転職をするなら「資格を持つべきだ」と考える方はたくさんいます。

しかし土地家屋調査士の補助者の求人を考えている場合、そこまで転職と資格をセットで考える必要性はないかもしれません。

土地家屋調査士業には「社員が◯◯人以上なら資格者を△△人雇わなければならない」等の規則もなければ、最低でも測量経験者である事(この縛りは求人表でたまにみかけますが…)と言う基準もないです。

なので資格者だからといって、採用の決め手になるとは限らないのです。

では、どのような人材を求めているのか。

 

これは事務所毎の経営理念や社風で変わってくると思いますが、

  • 責任感と行動力
  • コミニケーション力
  • 業務習得に本気な方
  • これまで身に付けたスキルや知識

これまで様々な事務所にお世話になった経験からこの辺りが評価されてたように感じます。

なので『資格の有無』と聞かれれば私の考えは、

資格はあったらいいけど、なくても良い」です。

面接時の熱意や情熱は伝わりますし、例え独立して辞めていく方でも調査士に対する熱量をもった方と働きたいですよね。

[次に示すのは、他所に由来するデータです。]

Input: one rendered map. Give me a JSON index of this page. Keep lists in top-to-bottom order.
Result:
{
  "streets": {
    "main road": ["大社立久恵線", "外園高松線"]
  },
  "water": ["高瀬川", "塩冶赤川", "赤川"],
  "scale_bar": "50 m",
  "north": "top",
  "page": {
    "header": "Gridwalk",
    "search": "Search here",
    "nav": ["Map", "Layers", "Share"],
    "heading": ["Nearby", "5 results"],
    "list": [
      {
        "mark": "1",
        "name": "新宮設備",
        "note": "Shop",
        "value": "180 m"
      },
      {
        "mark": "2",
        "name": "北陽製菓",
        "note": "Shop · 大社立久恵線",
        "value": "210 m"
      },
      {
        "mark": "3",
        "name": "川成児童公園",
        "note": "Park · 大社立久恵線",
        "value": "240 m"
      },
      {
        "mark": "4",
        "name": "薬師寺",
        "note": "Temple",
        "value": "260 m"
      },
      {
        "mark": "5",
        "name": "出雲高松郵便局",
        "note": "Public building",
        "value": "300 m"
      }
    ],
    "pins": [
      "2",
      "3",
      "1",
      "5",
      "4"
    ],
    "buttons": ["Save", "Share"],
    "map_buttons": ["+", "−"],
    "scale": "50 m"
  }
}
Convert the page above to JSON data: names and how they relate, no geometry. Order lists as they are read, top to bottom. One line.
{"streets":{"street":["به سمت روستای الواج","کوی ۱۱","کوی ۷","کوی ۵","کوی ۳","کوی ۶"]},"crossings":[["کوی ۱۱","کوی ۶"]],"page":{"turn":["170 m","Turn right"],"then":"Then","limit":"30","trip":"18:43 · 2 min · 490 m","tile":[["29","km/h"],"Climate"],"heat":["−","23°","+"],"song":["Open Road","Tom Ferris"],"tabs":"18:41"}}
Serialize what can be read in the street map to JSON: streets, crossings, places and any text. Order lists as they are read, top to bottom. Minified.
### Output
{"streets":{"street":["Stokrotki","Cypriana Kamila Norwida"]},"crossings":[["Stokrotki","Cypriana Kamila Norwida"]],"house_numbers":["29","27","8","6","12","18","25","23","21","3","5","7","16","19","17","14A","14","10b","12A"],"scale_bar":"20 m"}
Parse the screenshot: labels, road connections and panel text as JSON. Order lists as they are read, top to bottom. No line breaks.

今回は土地家屋調査士補助者にはどのような人材が求められているか(未熟者の私がもし補助者を雇うならこんな人材であってほしいという視点に偏りますが…)についてお話したいと思います。

土地家屋調査士の補助者

規定と規則の確認

はじめに補助者の業務については連合会の『土地家屋調査士倫理規定』と調査士会の『県会則』で大枠が定まっているので確認してみます。

土地家屋調査士倫理規程
(従事者に対する指導監督) 第 17 条

調査士は、常に、補助者その他業務に従事する者の業務について指導監督を行わなければな らない。
2 調査士は、補助者その他業務に従事する者に、その業務を包括的に行わせてはならない。

包括的:すべてをひっくるめているさま。総括的。

続いて、県の会則を見ると。

県会則
第2条
補助者とは、土地家屋調査士(以下「調査士」と言う。)が土地家屋調査士法(以下「法」という。)第3条に定める業務の補助をさせるために使用する者をいう。
第3条
会員は、土地家屋調査士制度の目的に反すると思われる者を、補助者として使用することができない。

※熊本県土地家屋調査士会補助者規則参照

山形県会則が校正中で確認出来なかったので、webで検索した熊本会の規則を参考にさせていただきました。

補助者について書き出してみると、

  • 調査士は補助者の業務について指揮監督をする必要がある
  • 調査士は補助者に業務を丸投げしてはいけない
  • 土地家屋調査士法第3条に定める業務の補助をさせる事を目的としている

 

案件が多く忙しい都心だと補助者がメインで調査士があまり関与出来ない案件も多々あると思いますが、

その場合でも指揮監督はマストなので、1つ1つ現場の詳細を把握しておく必要があります。

補助者の業務概要

前述しましたが、補助者の業務は『土地家屋調査士法第3条に定める業務の補助』です。

メイン業務は「不動産の表示に関する登記について必要な土地又は家屋に関する調査又は測量」の補助「不動産の表示に関する登記の申請手続について法務局又は地方法務局に提出し、又は提供する書類又は電磁的記録の作成」の補助になります。

もう少し簡単に言えば、次のとおりになります。

  • 土地・建物の調査測量補助
  • 登記申請書類(データ)作成、業者等へ必要書類の手配
  • 官公庁等への資料等の調査

 

測量業務は炎天下、雪の中構わずの作業になったり、土を掘り返したりブロック塀によじ登ったりもするので、体力気力を要する業務です。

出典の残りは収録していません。